The study began in 2000 and is ongoing, in collaboration with a team of Tanzanian researchers. While many studies on the effects of fragmentation have been done in the Americas, Cordeiro and Howe's study is one of few that have been done in Africa.

mountains

Amaani Tea Factory in the East Usambara Mountains (Photo courtesy Paul Oliver's Safaris)
Cordeiro, who is also a research associate with the Tanzania Wildlife Research Institute, chose this critically threatened location to compare how the trees fared in larger continuous tracts of virgin forest with those still growing in smaller parcels fragmented by farming and old former colonial plantations.

The forests were first fragmented by the early German colonists who created coffee plantations which have been replaced by an ever expanding tea industry. Lowland forests have been replaced with plantations of exotic tree species and sisal.

The leptonychia tree's survival depends on certain bird species to eat and disperse seed. But in the broken parcels with few trees left, the birds were rare or absent. Seed fell to the ground but did not regenerate as well as in continuous forest tracts.

"It's been shown that land fragmentation has had impacts on animal species, but there's been little study to see if relationships between plants and animals are affected too," said Cordeiro.

"We've shown here that's precisely the case. And if other animals that depend on certain trees for food are affected by habitat fragmentation, you could end up with a cascading effect of extinction of trees and seed dispersers, such as mammals and birds," he said.
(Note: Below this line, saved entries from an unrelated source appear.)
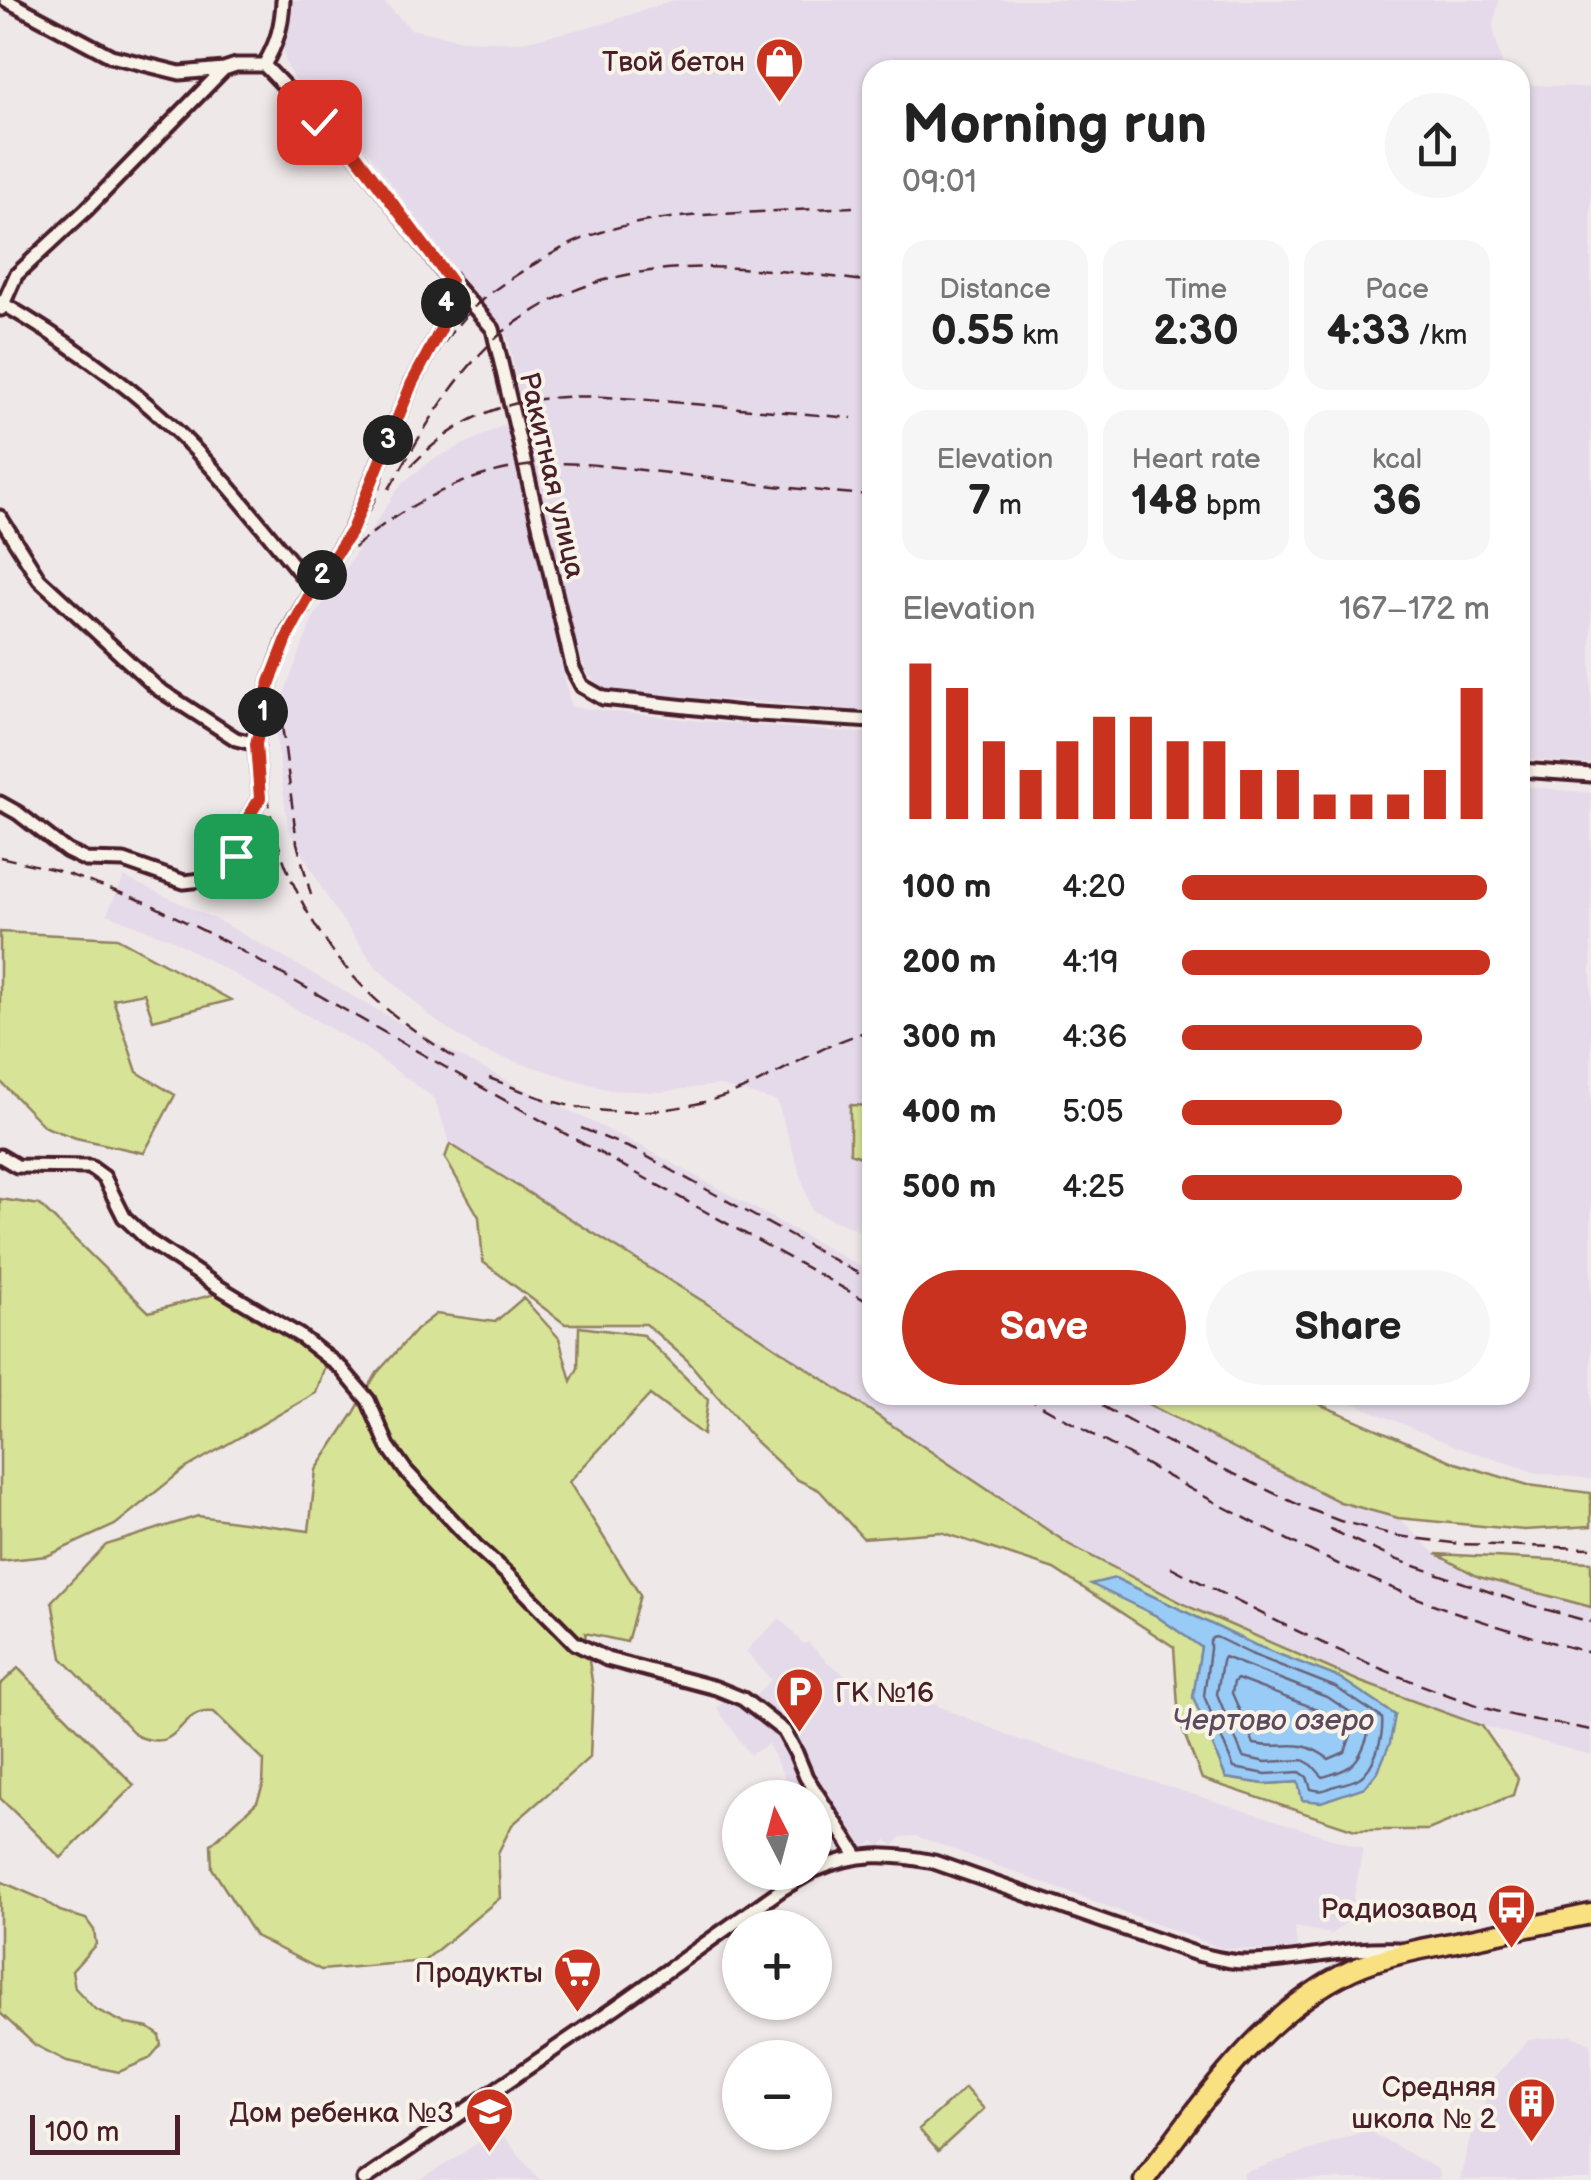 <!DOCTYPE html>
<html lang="en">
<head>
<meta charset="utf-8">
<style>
	body { margin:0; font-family:"Balsamiq Sans",sans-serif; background:#f6f6f6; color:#222; height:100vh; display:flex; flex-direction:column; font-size:38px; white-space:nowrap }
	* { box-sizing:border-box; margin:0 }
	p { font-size:32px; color:#767676 }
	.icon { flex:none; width:55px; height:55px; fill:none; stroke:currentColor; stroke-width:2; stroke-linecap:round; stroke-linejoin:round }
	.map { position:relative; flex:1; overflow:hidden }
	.panel { position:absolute; left:862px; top:60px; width:668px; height:1345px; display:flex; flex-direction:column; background:#fff; border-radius:30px; box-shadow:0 2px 8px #0004 }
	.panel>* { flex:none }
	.needle { width:65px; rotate:354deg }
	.fabs { position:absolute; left:722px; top:1780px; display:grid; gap:20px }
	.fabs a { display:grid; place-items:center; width:110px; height:110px; border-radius:50%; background:#fff; box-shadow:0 2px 8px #0004; font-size:50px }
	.scale { position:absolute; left:30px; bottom:25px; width:150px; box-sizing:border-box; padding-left:10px; border:5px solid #4a1f2b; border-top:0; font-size:28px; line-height:35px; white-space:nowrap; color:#4a1f2b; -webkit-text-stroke:8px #f7f3e8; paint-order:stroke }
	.pin { position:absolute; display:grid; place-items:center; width:85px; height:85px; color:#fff; margin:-42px; border-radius:20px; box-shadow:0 5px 15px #0006 }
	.km { position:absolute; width:50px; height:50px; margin:-25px; border-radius:50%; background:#222; color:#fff; font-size:28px; line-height:50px; text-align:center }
	.round { display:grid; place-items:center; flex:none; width:105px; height:105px; border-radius:52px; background:#f6f6f6 }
	.headline { display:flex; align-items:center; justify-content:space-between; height:170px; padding:0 40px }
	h1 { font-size:55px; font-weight:600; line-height:75px }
	.metrics { display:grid; grid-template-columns:repeat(3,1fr); gap:15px; height:170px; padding:10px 40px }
	.metrics div { display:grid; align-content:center; border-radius:25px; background:#f6f6f6; text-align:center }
	.metrics b { font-size:42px; font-weight:600 }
	.metrics small { font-size:28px; font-weight:400 }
	.metrics p { font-size:28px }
	.chart { height:280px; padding:20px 40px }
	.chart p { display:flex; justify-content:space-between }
	.chart svg { width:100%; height:180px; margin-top:10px; stroke:#c8321e; stroke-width:6 }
	.cta { display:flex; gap:20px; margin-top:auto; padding:20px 40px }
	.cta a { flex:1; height:115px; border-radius:60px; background:#c8321e; color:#fff; font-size:40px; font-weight:600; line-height:115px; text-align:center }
	.cta a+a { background:#f6f6f6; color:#222 }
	ul { padding:0 40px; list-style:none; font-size:32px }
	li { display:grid; grid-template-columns:160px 120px 1fr; align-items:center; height:75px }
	li i { height:25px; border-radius:12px; background:#c8321e }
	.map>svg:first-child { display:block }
	.built { fill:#e5dae9 }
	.green { fill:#d7e396; stroke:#908160; stroke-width:2.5; fill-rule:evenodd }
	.water { fill:#98ccf6; stroke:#7987a5; stroke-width:2.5 }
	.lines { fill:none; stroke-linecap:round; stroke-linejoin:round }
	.shore { stroke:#69647c; stroke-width:2.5 }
	.minor-casing { stroke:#4a1f2b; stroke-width:19 }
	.primary-casing { stroke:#4a1f2b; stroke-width:25 }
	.minor { stroke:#f7f3e8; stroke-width:11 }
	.primary { stroke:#f9e181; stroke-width:18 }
	.rail { stroke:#4a1f2b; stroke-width:2.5; stroke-dasharray:15 8; stroke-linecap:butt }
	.route-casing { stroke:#fff; stroke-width:20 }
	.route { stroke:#c8321e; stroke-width:12 }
	.labels { text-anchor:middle; stroke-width:8; stroke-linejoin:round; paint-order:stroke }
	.poi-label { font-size:28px; fill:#4a1f2b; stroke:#f7f3e8; text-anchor:end }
	.street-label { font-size:28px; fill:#4a1f2b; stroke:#f7f3e8 }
	.water-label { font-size:30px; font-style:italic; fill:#5e4a5e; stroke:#f7f3e8 }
</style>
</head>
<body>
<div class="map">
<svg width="1591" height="2180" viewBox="0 0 1591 2180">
	<rect width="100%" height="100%" fill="#efe8e8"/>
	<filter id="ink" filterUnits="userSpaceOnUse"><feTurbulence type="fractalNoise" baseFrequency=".01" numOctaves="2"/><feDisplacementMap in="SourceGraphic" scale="20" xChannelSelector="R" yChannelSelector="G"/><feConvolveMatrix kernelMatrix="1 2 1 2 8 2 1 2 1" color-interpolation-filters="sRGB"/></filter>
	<g filter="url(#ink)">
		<path class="built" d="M288 0H382L411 29 462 40 522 42 602 24 674 0H1499L1493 26 1503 70H872V711L623 692 603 688 587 673 573 637 526 431 509 343 502 325 448 262 350 127 330 121 310 92 296 82 285 61 283 44Z
			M1520 84 1591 88V764L1520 759Z
			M508 423 571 707 711 722 872 734V1236L812 1211 777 1101 718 1085 660 1092 609 1090 481 1051 436 1021 376 967 331 904 288 828 274 720 313 618 401 484 432 460Z
			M1520 786 1591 793V1479L1538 1473 1457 1447 1334 1395H1520Z
			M124 877 223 923 470 1062 645 1148 872 1273V1395H1130L1340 1502 1398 1518 1436 1554 1479 1577 1591 1607V1755L1482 1726 1361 1682 1192 1608 1070 1545 759 1336 450 1144 434 1098 363 1047 173 940 107 914Z
			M780 1618 803 1644 808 1642 826 1661 851 1679 871 1673 890 1686 1020 1740 1363 1848 1350 1920 1331 1934 1295 1927 1297 1948 1272 1951 1221 1948 916 1836 901 1837 894 1846 886 1840 881 1847 874 1841 867 1846 841 1845 821 1853 815 1841V1798L794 1797 768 1744 750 1755 717 1708 739 1689 752 1699 771 1680 746 1651Z
			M1571 2035 1591 2044V2180H1460L1469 2142 1495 2077 1528 2040Z
			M498 2130 540 2180H421Z
			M1367 2130 1438 2169 1439 2180H1244V2173Z"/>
		<path class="green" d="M0 932 117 938 231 1000 153 1020 144 993 113 999 137 1072 175 1095 144 1153 76 1138 45 1127 0 1081Z
			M850 1105 872 1106V1161L850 1153Z
			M450 1144 759 1336 1070 1545 1192 1608 1361 1682 1482 1726 1518 1778 1513 1795 1428 1830H1355L1202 1779 1179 1721 1174 1647 1054 1569 941 1532 863 1538 819 1490 796 1479 756 1442 687 1360 646 1324H565L483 1262 479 1217 445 1158ZM1093 1583 1340 1678 1395 1715 1299 1782 1265 1784 1226 1778 1194 1697 1201 1647 1155 1615Z
			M0 1199 40 1205 149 1312 222 1292 326 1362 316 1393 183 1470 115 1525 47 1556 0 1561Z
			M523 1298 559 1338 571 1381 578 1368 579 1327 643 1335 708 1400 703 1435 650 1395 569 1482 640 1595 627 1642 585 1633 593 1688 590 1757 512 1825 498 1853 500 1898 424 1961 321 1970 255 1936 212 1868 211 1844 257 1802 263 1785 264 1761 214 1712C175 1708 184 1755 137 1736L62 1658 52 1601 106 1545 198 1516 309 1531 316 1470 354 1413 377 1373 417 1329 436 1314 495 1322Z
			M1130 1395H1298L1456 1463 1528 1485 1591 1493V1526L1524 1530 1398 1518 1340 1502Z
			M1436 1554 1591 1562V1607L1479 1577Z
			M18 1668 134 1785 61 1858 0 1798V1685Z
			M0 1881 42 1899 60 1911 86 1919 94 1930 96 1944 72 1971 75 1988 95 2009 126 2024 149 2028 159 2035 161 2045 149 2059 119 2072 67 2061 35 2045 0 2013Z
			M965 2088 984 2109 938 2151 919 2129Z"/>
		<path class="water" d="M1115 1578 1255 1645 1340 1678 1395 1715 1390 1743 1378 1771 1365 1787 1321 1802 1302 1800 1298 1782 1265 1784 1226 1778 1193 1697 1201 1647 1155 1615 1091 1584Z"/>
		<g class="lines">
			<path class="shore" d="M1212 1638 1216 1637 1251 1654 1335 1687 1382 1718C1384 1735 1375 1768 1359 1778 1352 1782 1342 1784 1335 1786 1325 1790 1321 1792 1311 1789L1307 1777 1300 1772 1266 1774 1234 1768 1204 1696 1210 1649V1641Z
				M1224 1657 1329 1698 1368 1724C1369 1733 1367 1739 1363 1748 1355 1768 1343 1771 1323 1777L1312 1765 1303 1760 1266 1762 1243 1757 1217 1694 1222 1661Z
				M1237 1679 1322 1711 1352 1732 1345 1752 1329 1759C1296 1735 1288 1751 1254 1744L1232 1693 1234 1682Z"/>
			<defs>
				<path id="minor" d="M6 0 111 56 180 73 224 69
					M264 65 319 122 342 136 444 273 493 329 573 669 582 686 603 698 742 713 872 721
					M264 65C277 44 282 25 283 0
					M0 302C58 336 117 376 167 422 221 472 266 532 313 589
					M1 309 16 275 86 210 224 69 236 65H264
					M0 517 39 579 157 688 236 739 256 744
					M1520 770 1591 775
					M0 803 18 813 67 851 86 860 124 861 184 882 202 880 236 856 248 818 260 798 256 744 270 682 289 631 313 589 351 531 412 383 441 329 451 279
					M0 1156 17 1166 90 1167 104 1177 124 1217 149 1241 217 1286 300 1336 341 1368 368 1400 388 1446 405 1470 476 1546 506 1573 575 1643 607 1659 716 1688 743 1699 784 1731 796 1753 806 1777 858 1857
					M815 1870C857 1852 890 1853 934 1862L1197 1954C1215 1958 1233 1963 1251 1962 1300 1962 1347 1946 1398 1949
					M364 2180 616 2007 782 1889 811 1872"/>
				<path id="primary" d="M1144 2180C1203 2102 1261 2013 1352 1970 1385 1955 1421 1949 1456 1942 1501 1933 1546 1923 1591 1914"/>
			</defs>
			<use href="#minor" class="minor-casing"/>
			<use href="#primary" class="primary-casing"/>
			<use href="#minor" class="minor"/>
			<use href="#primary" class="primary"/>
			<path class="rail" d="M411 466C492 381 578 394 683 403 740 408 796 413 852 418
				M389 489C420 436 449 383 494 340 506 328 523 318 537 309 639 248 761 268 872 282
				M354 548C419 492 498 458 584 464 612 466 640 470 668 473 736 481 804 491 872 495
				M282 725 297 843 311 895
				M0 857 56 870 146 902 224 941 445 1067 872 1304
				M454 1058C424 1037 391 1016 365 989 309 932 271 854 265 774 261 735 276 678 291 641 310 595 346 557 369 512 384 481 393 445 406 413 422 375 445 335 475 306 499 284 529 267 557 251 613 220 677 216 740 213 778 211 816 209 853 207
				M489 1078C511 1086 532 1096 555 1102 618 1120 693 1112 753 1085 795 1065 826 1043 872 1030
				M581 1128 637 1151 872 1281
				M1022 1395C1146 1464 1271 1538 1402 1592 1464 1617 1527 1636 1591 1653
				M1082 1395 1167 1442 1301 1506 1340 1521 1398 1536 1460 1544 1591 1548
				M1330 1529 1392 1558 1519 1602 1591 1622
				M1171 1567C1273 1621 1376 1672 1486 1708 1519 1719 1557 1723 1591 1730"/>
		</g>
	</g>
	<g class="lines" filter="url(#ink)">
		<defs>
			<path id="route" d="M236 856 248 818 260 798 256 744 270 682 290 631 313 589 352 530 412 383 441 329 450 280 342 136 319 122"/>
		</defs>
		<use href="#route" class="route-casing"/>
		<use href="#route" class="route"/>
	</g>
	<defs>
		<symbol id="shop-pin" viewBox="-11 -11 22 30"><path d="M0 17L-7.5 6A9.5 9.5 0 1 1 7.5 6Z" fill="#c8321e" stroke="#f7f3e8"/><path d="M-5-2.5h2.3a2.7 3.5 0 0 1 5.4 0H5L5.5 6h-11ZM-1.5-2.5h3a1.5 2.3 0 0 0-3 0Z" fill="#fff"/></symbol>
		<symbol id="parking-pin" viewBox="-11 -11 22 30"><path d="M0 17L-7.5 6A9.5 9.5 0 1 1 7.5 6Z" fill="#c8321e" stroke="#f7f3e8"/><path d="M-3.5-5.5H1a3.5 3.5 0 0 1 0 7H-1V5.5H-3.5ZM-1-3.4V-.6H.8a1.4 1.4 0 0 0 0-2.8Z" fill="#fff"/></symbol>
		<symbol id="bus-pin" viewBox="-11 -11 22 30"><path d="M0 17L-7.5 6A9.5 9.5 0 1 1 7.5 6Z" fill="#c8321e" stroke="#f7f3e8"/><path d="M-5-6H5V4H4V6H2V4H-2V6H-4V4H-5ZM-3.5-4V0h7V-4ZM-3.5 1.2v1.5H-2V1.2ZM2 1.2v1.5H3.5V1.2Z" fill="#fff"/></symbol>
		<symbol id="supermarket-pin" viewBox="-11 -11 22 30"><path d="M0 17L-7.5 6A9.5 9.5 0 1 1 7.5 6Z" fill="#c8321e" stroke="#f7f3e8"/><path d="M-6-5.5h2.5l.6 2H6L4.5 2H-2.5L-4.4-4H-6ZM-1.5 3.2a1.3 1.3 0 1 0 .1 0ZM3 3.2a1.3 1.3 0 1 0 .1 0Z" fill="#fff"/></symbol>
		<symbol id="building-pin" viewBox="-11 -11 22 30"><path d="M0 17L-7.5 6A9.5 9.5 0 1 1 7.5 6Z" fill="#c8321e" stroke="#f7f3e8"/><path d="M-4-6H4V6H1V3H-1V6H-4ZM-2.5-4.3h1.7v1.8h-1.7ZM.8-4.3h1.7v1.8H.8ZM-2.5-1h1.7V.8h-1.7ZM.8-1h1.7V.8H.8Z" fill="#fff"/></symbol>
		<symbol id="school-pin" viewBox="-11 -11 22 30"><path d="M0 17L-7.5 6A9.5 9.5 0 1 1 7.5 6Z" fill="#c8321e" stroke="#f7f3e8"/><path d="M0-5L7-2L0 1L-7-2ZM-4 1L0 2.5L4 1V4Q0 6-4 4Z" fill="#fff"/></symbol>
	</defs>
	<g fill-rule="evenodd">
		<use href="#shop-pin" x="752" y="34" width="55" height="75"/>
		<use href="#parking-pin" x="772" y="1664" width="55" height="75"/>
		<use href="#bus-pin" x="1484" y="1880" width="55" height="75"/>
		<use href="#supermarket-pin" x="550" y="1944" width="55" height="75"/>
		<use href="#building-pin" x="1504" y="2074" width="55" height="75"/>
		<use href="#school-pin" x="462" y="2084" width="55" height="75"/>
	</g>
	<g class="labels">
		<g class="poi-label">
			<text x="745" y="71">Твой бетон</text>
			<text x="835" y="1702" text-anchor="start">ГК №16</text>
			<text x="1477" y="1918">Радиозавод</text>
			<text x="543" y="1982">Продукты</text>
			<text x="1496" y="2096">Средняя<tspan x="1496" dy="32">школа № 2</tspan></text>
			<text x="454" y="2122">Дом ребенка №3</text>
		</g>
		<g class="street-label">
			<text transform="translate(553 475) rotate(77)" y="10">Ракитная улица</text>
		</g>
		<g class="water-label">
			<text x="1273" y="1730">Чертово озеро</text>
		</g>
	</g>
</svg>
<div class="fabs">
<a><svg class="needle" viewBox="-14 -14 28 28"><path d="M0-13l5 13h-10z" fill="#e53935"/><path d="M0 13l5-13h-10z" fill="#767676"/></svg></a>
<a>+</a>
<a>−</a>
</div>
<div class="scale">100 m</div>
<div class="pin" style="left:236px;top:856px;background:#1e9e55"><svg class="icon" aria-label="arrive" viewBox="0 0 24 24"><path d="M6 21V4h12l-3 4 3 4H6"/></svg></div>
<div class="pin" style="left:319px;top:122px;background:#d93025"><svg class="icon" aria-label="check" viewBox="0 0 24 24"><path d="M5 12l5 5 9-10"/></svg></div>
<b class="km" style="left:263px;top:712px">1</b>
<b class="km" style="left:322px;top:575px">2</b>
<b class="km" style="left:388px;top:440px">3</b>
<b class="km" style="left:446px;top:303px">4</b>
<section class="panel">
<div class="headline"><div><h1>Morning run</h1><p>09:01</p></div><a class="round"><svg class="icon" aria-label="share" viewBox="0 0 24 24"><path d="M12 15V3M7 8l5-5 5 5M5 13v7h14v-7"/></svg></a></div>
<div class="metrics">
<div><p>Distance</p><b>0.55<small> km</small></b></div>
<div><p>Time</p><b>2:30</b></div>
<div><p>Pace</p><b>4:33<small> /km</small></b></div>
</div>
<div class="metrics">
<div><p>Elevation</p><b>7<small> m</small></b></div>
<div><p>Heart rate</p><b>148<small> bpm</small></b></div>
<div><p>kcal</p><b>36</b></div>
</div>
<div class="chart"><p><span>Elevation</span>167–172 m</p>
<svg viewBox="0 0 160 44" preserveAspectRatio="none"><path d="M5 44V6M15 44V12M25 44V25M35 44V32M45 44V25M55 44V19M65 44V19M75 44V25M85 44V25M95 44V32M105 44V32M115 44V38M125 44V38M135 44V38M145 44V32M155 44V12"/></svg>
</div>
<ul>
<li><b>100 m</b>4:20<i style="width:99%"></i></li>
<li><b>200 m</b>4:19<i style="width:100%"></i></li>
<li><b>300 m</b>4:36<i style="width:78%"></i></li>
<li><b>400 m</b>5:05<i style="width:52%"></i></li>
<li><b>500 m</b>4:25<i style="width:91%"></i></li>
</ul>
<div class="cta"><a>Save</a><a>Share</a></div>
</section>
</div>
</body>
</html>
Howe warns that findings such as this sound an alarm about the consequences of rapid habitat fragmentation. "We showed that a very common tree can be adversely affected," he said, "which is a reason why we suggest severing these relationships can accelerate extinction, even of common species."

In the wake of the Industrial Revolution, the spread of intensive agriculture and the fragmentation and elimination of forests could set off a series of extinctions in a couple of centuries, in which many of the world's plants and animals are lost, the scientists warned.

"Some believe that as habitat patches get smaller and smaller, the extinction of species is random," Howe said. "But this study shows it is not at all random. It can be highly dependent and much more rapid than random extinction. In fact, forest fragmentation may even accelerate extinction of common species."

All of these species potentially are of use to people, the researchers pointed out in a plea for attention to the losses triggered by fragmentation. They help stabilize the natural environment, the climate, retain water and soil.

"The focus in Africa has been on preservation of larger, charismatic mammals like elephants and rhinos," said Cordeiro. "But small birds and trees are rarely studied in Africa."

"We can guess that their loss will be felt," Howe warned. "Ultimately, human actions may be causing the equivalent of a large meteorite impact."